Chagall – Il mondo sottosopra

Nell’anno quindicesimo dell’impero di Tiberio Cesare, mentre Ponzio Pilato era governatore della Giudea, Erode tetràrca della Galilea, e Filippo, suo fratello, tetràrca dell’Iturèa e della Traconìtide, e Lisània tetràrca dell’Abilène, sotto i sommi sacerdoti Anna e Càifa, la parola di Dio venne su Giovanni, figlio di Zaccarìa, nel deserto (cfr. Lc 3,1-6).
Quando non esistevano macchine da presa e telecamere, non esisteva neppure l’idea del cinema, l’evangelista Luca si inventa una geniale carrellata storica, inquadrando i potenti di quel tempo. E insieme “zumma” dalla totalità dell’Impero, alla provincia della Palestina, alla città di Gerusalemme. E poi ancora.
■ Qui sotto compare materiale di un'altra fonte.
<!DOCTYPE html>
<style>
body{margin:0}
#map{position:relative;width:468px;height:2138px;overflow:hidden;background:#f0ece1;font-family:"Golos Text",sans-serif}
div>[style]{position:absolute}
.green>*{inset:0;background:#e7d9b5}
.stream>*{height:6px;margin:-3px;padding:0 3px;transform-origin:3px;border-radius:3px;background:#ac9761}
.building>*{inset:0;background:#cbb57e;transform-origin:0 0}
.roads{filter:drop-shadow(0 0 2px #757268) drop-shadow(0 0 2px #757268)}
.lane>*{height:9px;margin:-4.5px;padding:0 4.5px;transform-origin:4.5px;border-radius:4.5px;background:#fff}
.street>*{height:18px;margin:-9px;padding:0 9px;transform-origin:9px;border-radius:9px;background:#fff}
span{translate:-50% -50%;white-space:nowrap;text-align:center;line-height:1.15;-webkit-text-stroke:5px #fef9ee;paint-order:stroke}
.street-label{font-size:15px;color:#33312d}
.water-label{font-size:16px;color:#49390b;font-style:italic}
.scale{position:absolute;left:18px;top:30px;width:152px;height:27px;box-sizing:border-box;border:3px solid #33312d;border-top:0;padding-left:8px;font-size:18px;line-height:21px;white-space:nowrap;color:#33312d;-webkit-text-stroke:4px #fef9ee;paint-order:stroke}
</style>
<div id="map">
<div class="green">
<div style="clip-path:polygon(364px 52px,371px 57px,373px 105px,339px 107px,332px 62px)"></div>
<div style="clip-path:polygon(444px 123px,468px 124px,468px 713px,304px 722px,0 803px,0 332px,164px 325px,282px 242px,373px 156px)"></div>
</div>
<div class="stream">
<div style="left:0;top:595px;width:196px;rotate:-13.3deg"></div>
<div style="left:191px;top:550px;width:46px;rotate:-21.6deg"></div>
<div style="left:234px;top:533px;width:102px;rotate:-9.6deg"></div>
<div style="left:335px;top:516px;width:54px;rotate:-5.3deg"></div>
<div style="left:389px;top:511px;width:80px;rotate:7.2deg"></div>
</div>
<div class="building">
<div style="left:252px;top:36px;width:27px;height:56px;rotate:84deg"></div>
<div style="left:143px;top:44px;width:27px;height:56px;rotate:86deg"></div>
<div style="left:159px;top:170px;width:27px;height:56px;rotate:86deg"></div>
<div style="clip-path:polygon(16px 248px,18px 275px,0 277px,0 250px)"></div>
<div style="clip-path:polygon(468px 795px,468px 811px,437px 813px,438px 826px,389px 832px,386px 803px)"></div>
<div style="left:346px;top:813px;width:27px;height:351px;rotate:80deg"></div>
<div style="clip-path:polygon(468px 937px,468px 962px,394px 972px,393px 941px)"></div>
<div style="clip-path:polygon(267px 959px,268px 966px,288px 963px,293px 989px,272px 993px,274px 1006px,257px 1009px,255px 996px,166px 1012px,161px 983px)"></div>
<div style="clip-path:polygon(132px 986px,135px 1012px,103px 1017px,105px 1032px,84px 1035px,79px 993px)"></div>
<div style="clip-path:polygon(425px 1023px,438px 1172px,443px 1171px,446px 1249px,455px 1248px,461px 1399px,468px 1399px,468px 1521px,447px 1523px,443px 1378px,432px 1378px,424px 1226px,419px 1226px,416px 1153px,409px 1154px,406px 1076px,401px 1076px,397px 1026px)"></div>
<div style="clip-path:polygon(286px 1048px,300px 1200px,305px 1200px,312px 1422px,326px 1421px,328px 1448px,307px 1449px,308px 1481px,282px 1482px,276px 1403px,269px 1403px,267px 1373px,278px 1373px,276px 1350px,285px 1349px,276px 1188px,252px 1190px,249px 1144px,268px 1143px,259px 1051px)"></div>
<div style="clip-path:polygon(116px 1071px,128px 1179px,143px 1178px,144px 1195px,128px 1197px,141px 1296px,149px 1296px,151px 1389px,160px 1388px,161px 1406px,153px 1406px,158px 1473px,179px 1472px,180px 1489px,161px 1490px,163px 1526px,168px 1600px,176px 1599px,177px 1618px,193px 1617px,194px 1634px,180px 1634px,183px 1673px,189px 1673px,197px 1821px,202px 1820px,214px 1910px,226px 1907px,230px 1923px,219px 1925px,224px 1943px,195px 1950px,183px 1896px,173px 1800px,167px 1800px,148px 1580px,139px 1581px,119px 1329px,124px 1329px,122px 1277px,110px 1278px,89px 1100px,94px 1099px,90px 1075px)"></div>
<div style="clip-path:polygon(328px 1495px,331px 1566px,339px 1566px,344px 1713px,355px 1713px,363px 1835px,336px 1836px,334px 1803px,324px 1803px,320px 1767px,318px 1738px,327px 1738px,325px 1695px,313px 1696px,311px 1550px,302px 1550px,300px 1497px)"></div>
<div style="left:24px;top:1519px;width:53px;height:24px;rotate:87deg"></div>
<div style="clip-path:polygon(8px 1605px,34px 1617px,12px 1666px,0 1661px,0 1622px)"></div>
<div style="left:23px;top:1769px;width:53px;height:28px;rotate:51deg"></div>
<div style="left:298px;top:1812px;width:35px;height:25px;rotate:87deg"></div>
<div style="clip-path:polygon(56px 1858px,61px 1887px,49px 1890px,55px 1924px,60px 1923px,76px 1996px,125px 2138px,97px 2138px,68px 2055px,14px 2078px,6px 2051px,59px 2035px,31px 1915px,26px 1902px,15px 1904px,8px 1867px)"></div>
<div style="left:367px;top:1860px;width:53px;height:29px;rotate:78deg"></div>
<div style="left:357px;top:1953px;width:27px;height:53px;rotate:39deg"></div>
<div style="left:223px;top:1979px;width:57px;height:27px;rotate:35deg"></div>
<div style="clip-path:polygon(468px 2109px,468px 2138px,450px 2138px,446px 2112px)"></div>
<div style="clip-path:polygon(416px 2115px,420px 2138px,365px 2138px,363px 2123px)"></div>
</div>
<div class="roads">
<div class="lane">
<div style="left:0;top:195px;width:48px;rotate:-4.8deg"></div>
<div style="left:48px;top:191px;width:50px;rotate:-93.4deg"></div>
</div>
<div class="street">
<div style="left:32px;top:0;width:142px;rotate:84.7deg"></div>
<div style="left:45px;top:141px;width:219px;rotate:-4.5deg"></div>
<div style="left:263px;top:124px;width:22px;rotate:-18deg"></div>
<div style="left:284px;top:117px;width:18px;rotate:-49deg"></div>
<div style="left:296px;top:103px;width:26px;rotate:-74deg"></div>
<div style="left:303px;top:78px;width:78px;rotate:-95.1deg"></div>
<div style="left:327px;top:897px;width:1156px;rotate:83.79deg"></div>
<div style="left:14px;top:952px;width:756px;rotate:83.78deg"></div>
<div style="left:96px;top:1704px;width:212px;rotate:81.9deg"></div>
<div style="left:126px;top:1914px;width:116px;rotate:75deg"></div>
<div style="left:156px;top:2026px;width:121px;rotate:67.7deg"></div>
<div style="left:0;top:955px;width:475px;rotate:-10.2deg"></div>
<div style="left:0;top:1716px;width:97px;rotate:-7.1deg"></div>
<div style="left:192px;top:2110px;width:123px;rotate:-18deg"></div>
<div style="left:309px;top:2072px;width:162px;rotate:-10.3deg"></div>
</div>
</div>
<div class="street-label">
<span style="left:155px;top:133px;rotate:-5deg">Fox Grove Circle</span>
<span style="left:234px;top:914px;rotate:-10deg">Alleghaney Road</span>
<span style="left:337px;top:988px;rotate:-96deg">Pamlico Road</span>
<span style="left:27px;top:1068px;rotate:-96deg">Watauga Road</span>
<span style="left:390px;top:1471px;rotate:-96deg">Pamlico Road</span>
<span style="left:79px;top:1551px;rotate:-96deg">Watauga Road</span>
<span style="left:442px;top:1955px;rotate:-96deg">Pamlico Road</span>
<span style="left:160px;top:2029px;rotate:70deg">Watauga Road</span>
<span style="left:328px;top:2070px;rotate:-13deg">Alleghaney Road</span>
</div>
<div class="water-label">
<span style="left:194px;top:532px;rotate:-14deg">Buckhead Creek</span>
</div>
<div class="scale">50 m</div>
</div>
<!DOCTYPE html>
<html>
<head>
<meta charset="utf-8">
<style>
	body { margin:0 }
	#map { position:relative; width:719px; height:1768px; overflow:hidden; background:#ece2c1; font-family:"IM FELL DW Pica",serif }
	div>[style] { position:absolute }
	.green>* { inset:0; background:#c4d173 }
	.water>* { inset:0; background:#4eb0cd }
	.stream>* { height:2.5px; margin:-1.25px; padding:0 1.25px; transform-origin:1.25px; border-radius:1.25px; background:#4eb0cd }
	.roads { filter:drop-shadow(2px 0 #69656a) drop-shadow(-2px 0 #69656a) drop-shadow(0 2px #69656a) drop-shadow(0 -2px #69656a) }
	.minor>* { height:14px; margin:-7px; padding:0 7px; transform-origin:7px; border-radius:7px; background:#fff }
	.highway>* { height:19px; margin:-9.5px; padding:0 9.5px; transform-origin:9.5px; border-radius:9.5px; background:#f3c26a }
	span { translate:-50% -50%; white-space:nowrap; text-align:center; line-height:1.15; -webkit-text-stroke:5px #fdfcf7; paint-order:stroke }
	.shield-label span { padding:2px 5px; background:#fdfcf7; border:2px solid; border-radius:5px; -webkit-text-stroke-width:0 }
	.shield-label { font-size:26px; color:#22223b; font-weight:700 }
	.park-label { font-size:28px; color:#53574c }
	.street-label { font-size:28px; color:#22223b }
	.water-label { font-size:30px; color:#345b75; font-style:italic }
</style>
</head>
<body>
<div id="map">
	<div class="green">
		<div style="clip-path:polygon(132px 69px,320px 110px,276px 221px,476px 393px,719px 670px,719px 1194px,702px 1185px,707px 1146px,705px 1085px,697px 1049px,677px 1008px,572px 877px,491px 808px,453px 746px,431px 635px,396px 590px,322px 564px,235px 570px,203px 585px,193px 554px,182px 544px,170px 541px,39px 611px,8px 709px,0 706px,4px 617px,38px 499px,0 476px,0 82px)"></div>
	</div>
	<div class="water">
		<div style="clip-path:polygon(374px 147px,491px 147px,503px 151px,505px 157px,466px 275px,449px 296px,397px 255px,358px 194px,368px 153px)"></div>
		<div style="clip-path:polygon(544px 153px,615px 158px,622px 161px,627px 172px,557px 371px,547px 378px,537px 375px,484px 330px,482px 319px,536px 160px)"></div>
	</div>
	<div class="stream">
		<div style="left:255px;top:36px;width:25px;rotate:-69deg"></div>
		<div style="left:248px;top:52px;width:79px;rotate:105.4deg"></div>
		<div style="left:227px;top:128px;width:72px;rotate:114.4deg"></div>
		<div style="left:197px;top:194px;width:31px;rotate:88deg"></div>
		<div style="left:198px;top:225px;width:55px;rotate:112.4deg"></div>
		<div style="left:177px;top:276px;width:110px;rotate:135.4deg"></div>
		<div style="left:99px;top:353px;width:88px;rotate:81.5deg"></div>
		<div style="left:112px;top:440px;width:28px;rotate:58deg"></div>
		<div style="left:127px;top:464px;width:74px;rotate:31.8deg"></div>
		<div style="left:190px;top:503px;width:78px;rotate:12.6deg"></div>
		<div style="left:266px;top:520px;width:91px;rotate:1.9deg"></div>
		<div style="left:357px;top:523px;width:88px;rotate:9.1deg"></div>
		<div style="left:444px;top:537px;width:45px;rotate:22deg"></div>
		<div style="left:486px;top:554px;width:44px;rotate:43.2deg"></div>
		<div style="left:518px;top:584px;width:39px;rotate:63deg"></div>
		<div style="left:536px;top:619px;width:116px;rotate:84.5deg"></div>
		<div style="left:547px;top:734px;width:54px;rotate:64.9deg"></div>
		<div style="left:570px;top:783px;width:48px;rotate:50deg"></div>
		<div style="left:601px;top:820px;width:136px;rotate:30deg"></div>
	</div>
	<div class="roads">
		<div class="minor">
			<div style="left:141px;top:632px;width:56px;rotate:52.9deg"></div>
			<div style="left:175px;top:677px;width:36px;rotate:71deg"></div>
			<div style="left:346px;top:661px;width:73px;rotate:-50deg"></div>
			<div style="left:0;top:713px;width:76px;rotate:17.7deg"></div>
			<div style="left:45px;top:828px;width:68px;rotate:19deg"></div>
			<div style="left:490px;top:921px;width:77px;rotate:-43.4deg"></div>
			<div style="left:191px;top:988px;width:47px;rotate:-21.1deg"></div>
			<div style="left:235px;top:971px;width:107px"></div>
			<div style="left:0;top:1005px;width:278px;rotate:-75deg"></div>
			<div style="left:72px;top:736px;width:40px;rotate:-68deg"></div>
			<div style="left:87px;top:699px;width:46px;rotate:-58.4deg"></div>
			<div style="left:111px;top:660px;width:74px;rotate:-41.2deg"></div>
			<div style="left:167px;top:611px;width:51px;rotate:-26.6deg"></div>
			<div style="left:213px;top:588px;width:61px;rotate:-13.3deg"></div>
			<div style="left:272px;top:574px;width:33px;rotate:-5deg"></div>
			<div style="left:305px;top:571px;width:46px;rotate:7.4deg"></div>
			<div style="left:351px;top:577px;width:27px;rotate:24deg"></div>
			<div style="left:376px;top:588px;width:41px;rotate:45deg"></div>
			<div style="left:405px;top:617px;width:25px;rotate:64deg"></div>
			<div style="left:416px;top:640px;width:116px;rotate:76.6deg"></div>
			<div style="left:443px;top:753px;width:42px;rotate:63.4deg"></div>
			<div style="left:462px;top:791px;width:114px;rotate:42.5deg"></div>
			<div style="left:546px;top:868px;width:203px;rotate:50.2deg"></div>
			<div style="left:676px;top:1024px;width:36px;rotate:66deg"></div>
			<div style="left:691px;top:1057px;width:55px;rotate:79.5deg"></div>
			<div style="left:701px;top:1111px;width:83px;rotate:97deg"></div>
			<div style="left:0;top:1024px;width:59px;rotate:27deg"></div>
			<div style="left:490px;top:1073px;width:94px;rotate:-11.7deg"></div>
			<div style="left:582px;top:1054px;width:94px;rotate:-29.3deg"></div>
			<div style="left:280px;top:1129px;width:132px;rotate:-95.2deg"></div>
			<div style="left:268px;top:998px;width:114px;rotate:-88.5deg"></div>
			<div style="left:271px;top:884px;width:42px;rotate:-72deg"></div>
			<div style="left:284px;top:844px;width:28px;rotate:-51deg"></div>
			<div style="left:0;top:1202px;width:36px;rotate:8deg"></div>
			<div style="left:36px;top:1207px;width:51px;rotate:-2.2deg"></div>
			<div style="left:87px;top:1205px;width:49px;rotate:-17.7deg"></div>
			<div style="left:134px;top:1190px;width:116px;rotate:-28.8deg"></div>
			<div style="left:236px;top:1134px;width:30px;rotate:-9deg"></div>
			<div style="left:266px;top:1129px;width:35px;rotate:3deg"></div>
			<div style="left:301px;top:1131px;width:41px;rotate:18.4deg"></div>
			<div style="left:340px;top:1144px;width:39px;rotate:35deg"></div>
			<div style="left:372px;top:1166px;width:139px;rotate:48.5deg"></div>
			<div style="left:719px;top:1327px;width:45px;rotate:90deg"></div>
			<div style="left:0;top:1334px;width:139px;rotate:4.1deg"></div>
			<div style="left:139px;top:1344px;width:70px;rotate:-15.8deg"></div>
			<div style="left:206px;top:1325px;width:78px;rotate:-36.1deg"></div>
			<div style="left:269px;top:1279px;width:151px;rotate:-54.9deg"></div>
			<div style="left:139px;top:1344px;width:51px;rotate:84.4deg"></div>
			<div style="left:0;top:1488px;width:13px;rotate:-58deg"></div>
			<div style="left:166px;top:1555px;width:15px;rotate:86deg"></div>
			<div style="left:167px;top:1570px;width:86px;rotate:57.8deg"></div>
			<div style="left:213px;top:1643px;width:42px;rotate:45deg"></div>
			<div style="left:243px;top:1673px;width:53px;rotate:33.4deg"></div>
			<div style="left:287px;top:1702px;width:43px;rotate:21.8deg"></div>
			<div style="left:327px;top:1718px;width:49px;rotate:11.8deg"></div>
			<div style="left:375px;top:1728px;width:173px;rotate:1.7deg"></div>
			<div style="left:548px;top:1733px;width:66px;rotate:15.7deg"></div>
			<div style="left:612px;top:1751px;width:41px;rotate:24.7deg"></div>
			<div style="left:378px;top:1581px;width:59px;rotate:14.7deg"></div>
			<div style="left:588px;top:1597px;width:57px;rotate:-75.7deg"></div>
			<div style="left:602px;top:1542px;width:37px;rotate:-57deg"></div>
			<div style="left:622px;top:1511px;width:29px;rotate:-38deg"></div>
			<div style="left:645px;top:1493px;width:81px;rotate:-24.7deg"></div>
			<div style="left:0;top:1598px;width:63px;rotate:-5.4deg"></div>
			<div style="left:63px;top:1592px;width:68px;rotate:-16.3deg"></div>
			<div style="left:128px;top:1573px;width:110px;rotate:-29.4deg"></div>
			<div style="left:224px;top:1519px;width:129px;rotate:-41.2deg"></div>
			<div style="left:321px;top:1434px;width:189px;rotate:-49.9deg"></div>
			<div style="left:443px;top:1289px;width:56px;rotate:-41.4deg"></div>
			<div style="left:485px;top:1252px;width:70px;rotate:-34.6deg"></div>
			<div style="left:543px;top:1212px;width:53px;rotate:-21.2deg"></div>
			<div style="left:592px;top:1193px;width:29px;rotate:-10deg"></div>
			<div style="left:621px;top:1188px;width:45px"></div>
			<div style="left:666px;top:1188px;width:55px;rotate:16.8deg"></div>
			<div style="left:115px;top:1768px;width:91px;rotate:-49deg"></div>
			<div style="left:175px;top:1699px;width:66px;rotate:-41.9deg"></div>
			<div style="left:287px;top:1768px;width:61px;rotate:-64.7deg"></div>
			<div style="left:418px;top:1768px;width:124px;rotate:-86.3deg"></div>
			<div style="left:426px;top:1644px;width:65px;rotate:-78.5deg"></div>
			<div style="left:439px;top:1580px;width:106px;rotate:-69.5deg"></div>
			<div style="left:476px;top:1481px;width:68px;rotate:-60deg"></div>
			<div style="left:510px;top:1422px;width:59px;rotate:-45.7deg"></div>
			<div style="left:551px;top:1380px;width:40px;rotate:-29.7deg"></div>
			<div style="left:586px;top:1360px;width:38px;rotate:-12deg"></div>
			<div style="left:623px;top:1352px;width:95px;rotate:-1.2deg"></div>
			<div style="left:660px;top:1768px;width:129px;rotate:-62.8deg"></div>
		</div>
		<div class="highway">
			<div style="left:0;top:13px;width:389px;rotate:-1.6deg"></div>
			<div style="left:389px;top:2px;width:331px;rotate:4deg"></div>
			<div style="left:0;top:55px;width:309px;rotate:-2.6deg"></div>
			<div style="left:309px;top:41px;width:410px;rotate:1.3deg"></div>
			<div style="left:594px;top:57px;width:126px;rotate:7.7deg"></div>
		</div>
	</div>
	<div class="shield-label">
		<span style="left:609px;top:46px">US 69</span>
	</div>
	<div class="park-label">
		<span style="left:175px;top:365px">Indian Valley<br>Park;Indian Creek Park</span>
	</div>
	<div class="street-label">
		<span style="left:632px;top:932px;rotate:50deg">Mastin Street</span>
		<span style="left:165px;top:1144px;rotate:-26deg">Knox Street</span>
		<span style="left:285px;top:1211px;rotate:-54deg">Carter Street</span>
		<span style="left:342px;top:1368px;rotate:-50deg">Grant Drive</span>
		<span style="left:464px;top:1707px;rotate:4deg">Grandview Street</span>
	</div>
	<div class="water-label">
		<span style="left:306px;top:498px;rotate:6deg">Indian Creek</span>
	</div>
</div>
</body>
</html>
Fino a penetrare l’interno della casa si Zaccaria e posarsi su un lembo qualsiasi di deserto. Dal grande al piccolo. Dal potente all’insignificante. Dall’evidenza delle cronache al nascondimento della quotidianità.
Invece sono tentato di fare sempre la manovra inversa: da me agli altri, dalla mia sofferenza agli errori altrui, dalle mie responsabilità alle carenze di sistema. E quando mi raggiungono le parole del profeta Isaia, che annuncia sentieri raddrizzati e burroni riempiti, monti e colli appianati e strade impervie accomodate, la reazione più semplice rimane quella di aspettare una salvezza che venga dagli altri, dai potenti, da lontano.
Voce di uno che grida nel deserto:
Preparate la via del Signore,
raddrizzate i suoi sentieri!
Ogni burrone sarà riempito,
ogni monte e ogni colle sarà abbassato;
le vie tortuose diverranno diritte
e quelle impervie, spianate.
Penso ai miei smarrimenti e al vuoto che spesso mi percuote il cuore. Gli ostacoli che mi impediscono di vedere la luce e tante relazioni apparentemente spezzate. Poi le giustificazioni, le menzogne che mi racconto, le maschere che sono costretto ad indossare davanti agli altri. A tutti. E ancora la rabbia, il rancore, la lamentela, la rassegnazione verso il mondo che rimane ostile e i suoi abitanti che non si curano di me.
Invece il Vangelo ci impone uno sguardo all’incontrario. La salvezza, cioè la felicità e la vita pienamente realizzata, non dipende dall’imperatore di turno, dal governo in carica,dal lavoro che faccio o dalle compagnie che frequento. Non solo. Ma da una possibilità nuova che mi raggiunge e una storia diversa che mi abbraccia. Partendo da me. Dalla mia condizione: le storture, i vuoti, gli ostacoli, le fratture.
Oggi la Parola del Signore, che libera e salva, raggiunge me. La mia storia, la mia casa e il mio cuore. Chiama a conversione me, non gli altri, la Chiesa, il mondo. E da questa intimità d’amore e premura provo a muovere il primo passo. Mi rialzo e riprendo a camminare. Poi gli altri, la Chiesa, il mondo. «Ogni uomo vedrà la salvezza di Dio!».